El director financiero en las pymes

En algunos entornos empresariales aún se tiene la falsa creencia de que el director financiero o chief financial officer (CFO) es un contable cualificado o un tipo de responsable administrativo. Debido a la evolución que ha sufrido el puesto en los últimos años, estas percepciones, hoy más que nunca, se encuentran muy alejadas de la realidad.

Esta evolución ha llevado al director financiero a mostrar cuatro caras diferentes de una misma moneda, como especifica de forma muy acertada Deloitte en su informe “Four faces of the CFO”:

  • Administrador: protege los activos clave de la compañía y garantiza el cumplimiento de las regulaciones financieras y contables. Comunica a los accionistas y administradores las estrategias para aportar valor y minimizar los riesgos.
  • Director: dirige la organización hacia la eficiencia y efectividad financiera a través de una serie de funciones como la realización de análisis y presupuestos financieros, planificación de tesorería, fiscalidad y otras operaciones financieras.
  • Estratega: se sienta a la mesa de la planificación estratégica y ayuda a definir el enfoque futuro de la empresa. Es vital para proporcionar el liderazgo para alinear el negocio con la estrategia financiera para afrontar el crecimiento. Además de las fusiones, adquisiciones y estrategias en el mercado de capitales, juega un papel importante en el estudio de otras inversiones a largo plazo de la empresa.
  • Catalizador: usando su mentalidad financiera lleva a cabo medidas de mejora empresariales como la reducción de costes, adquisiciones, fijación adecuada de precios y otras innovaciones en procesos que agregan valor a la compañía.

Atrás ha quedado la etapa donde el director financiero tenía un alcance limitado y desempeñaba funciones de perfil bajo. Ahora se trata de un puesto clave en cualquier compañía.

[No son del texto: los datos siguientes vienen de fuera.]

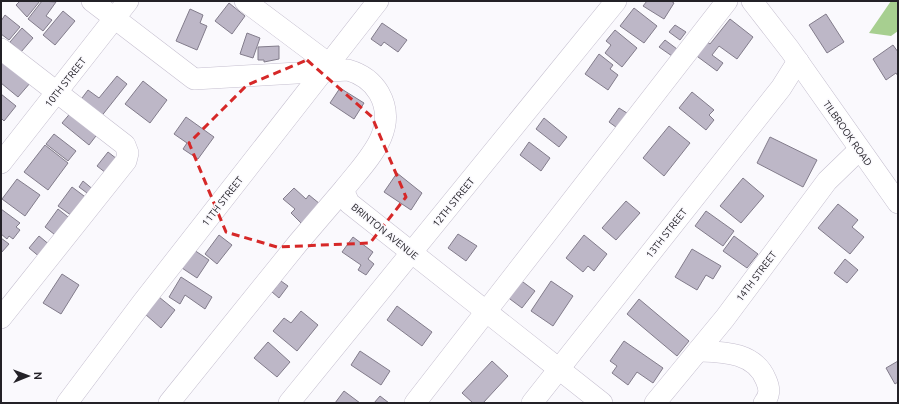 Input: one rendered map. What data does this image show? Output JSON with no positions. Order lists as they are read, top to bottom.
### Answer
{
  "streets": {
    "street": [
      "10TH STREET",
      "TILBROOK ROAD",
      "11TH STREET",
      "12TH STREET",
      "BRINTON AVENUE",
      "13TH STREET",
      "14TH STREET"
    ]
  },
  "crossings": [
    ["TILBROOK ROAD", "13TH STREET"],
    ["TILBROOK ROAD", "14TH STREET"],
    ["12TH STREET", "BRINTON AVENUE"],
    ["BRINTON AVENUE", "13TH STREET"]
  ],
  "north": "right"
} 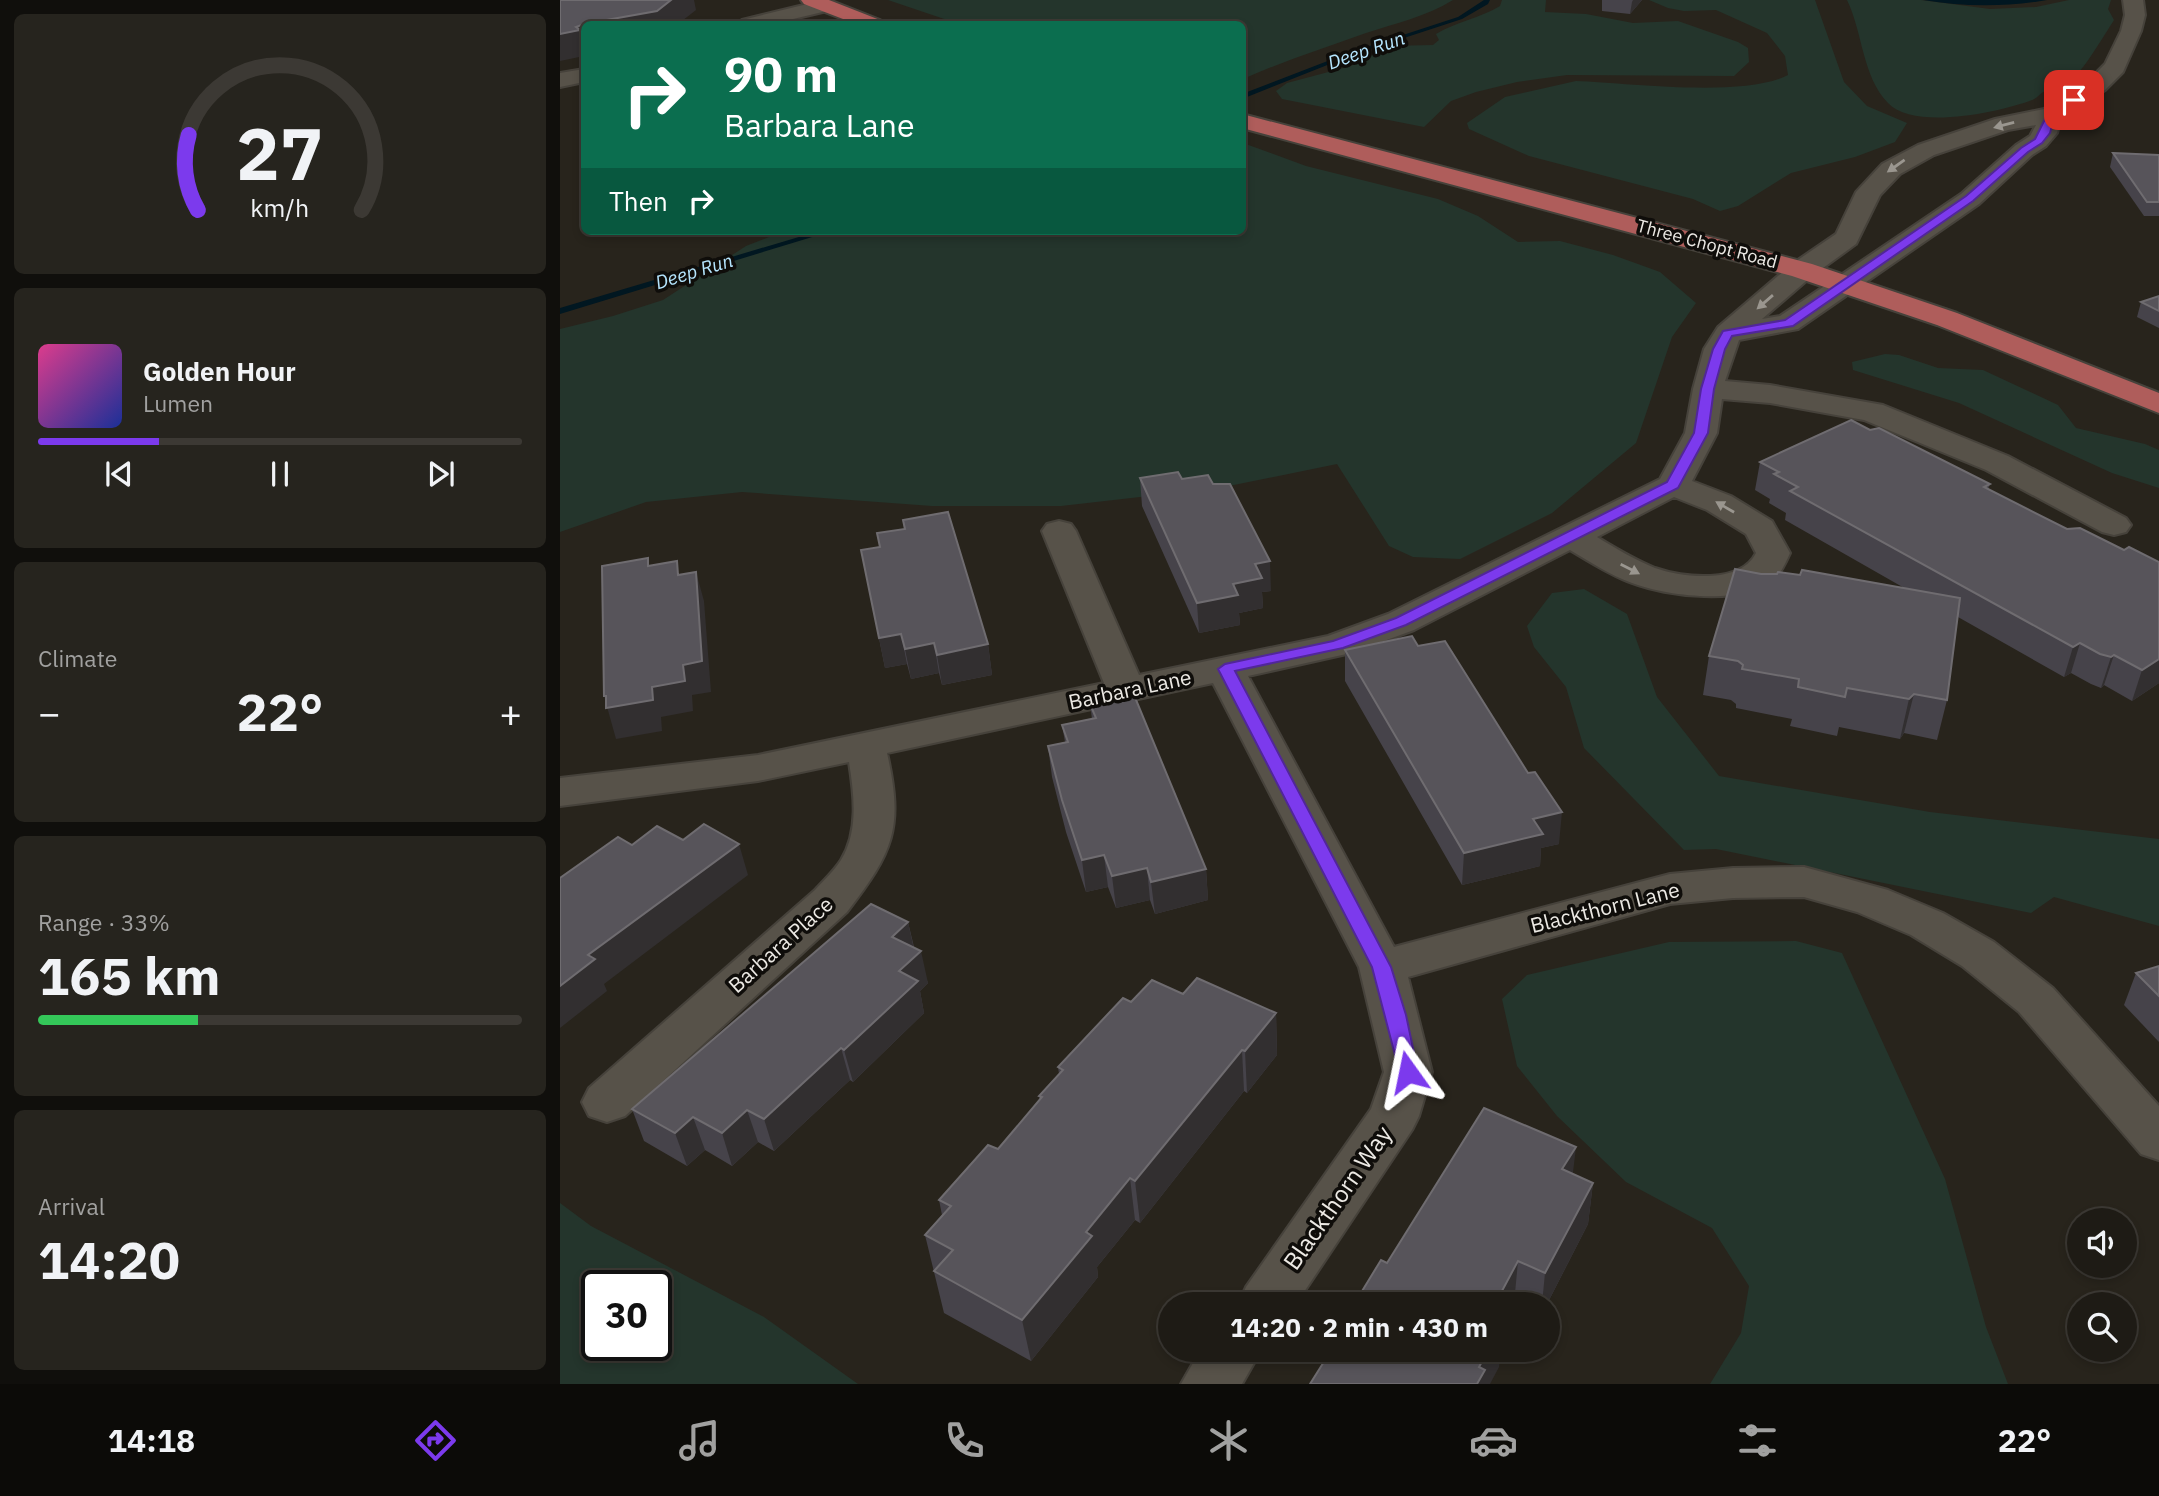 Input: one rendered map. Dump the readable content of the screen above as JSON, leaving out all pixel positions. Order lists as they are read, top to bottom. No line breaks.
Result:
{"streets":{"main road":["Three Chopt Road"],"street":["Barbara Lane","Blackthorn Lane","Barbara Place","Blackthorn Way"]},"crossings":[["Barbara Lane","Barbara Place"],["Barbara Lane","Blackthorn Way"],["Blackthorn Lane","Blackthorn Way"]],"water":["Deep Run"],"page":{"turn":["90 m","Barbara Lane"],"then":"Then","song":["Golden Hour","Lumen"],"tile":["Climate",["Range · 33%","165 km"],["Arrival","14:20"]],"heat":["−","22°","+"],"limit":"30","trip":"14:20 · 2 min · 430 m","tabs":["14:18","22°"],"gauge":["27","km/h"]}}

El verdadero problema aparece en las pymes. ¿acaso no es imprescindible que haya un profesional que cubra todas las funciones anteriormente mencionadas? Las dificultades aparecen por dos factores:

  1. Se desconoce todo lo que un director financiero puede aportar a una pyme.
  2. Se conoce, pero el coste es demasiado elevado.

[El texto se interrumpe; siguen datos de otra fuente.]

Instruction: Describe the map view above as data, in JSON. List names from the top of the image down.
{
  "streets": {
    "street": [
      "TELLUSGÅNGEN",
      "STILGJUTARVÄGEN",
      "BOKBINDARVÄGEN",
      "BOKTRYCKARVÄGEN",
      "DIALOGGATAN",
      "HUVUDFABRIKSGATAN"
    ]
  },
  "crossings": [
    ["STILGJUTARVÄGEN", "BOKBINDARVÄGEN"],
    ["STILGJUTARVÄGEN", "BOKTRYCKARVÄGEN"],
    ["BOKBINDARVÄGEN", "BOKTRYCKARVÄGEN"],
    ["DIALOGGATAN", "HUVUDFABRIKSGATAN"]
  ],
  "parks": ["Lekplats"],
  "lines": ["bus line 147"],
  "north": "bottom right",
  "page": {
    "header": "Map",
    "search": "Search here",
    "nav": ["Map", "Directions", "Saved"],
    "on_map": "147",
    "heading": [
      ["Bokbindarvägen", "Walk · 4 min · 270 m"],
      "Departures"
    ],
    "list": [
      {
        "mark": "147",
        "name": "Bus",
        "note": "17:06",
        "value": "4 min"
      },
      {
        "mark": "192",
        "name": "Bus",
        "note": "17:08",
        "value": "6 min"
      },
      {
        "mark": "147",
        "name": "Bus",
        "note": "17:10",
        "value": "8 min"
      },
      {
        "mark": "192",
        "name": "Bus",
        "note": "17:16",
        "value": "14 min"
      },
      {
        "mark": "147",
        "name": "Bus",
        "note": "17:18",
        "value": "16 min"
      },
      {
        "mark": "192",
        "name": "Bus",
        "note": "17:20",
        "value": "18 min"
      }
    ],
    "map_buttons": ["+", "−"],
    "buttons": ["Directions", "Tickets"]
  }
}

Es cierto que el puesto de director financiero suele estar asociado a un profesional con unas expectativas salariales elevadas y que puede no encajar en una estructura ajustada. Así pues, las pymes acaban cubriendo el expediente con sus asesores habituales, con un perfil muy lejano al de un director financiero moderno, que es el que realmente aporta valor a la empresa.

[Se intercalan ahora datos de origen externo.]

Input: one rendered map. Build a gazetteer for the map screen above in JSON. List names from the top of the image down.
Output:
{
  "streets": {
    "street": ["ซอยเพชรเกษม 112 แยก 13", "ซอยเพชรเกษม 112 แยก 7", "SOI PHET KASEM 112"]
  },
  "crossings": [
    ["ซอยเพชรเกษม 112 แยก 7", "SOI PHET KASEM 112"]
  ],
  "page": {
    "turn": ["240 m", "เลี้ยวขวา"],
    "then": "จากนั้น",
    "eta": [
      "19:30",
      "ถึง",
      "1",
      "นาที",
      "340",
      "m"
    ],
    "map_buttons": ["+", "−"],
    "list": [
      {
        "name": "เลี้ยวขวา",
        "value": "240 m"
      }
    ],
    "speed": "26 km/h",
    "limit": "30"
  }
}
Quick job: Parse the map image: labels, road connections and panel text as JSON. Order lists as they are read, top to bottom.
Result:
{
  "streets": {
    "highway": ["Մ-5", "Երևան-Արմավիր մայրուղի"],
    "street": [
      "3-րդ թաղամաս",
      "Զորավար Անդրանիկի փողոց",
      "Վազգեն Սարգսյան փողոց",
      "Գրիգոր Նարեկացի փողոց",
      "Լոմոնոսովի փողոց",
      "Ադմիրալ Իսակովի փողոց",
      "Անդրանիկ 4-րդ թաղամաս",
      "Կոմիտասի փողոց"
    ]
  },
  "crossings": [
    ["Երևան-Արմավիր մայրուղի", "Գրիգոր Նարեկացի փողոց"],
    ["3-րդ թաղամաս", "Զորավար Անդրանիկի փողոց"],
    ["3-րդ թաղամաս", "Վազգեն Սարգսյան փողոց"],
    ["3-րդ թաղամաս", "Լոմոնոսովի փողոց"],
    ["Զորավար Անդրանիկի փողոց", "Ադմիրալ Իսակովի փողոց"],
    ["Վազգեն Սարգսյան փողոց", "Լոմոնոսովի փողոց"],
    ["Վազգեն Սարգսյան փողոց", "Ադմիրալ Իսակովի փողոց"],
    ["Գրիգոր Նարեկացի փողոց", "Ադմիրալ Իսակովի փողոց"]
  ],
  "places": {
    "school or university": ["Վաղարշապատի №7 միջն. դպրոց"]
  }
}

¿De qué forma, por lo tanto, puede una pyme acceder a un director financiero que proporcione el alcance actual del puesto sin incurrir en costes inasumibles? La dirección financiera externa a medida se presenta como la mejor opción.

La principal ventaja de este servicio es que pone al alcance de cualquier pyme a un profesional de primer nivel con un coste flexible y sin contratación. Tomar la decisión de abrir las puertas a un director financiero con estas condiciones puede generar el cambio que necesita la pyme para afrontar sus retos financieros y estratégicos con solvencia.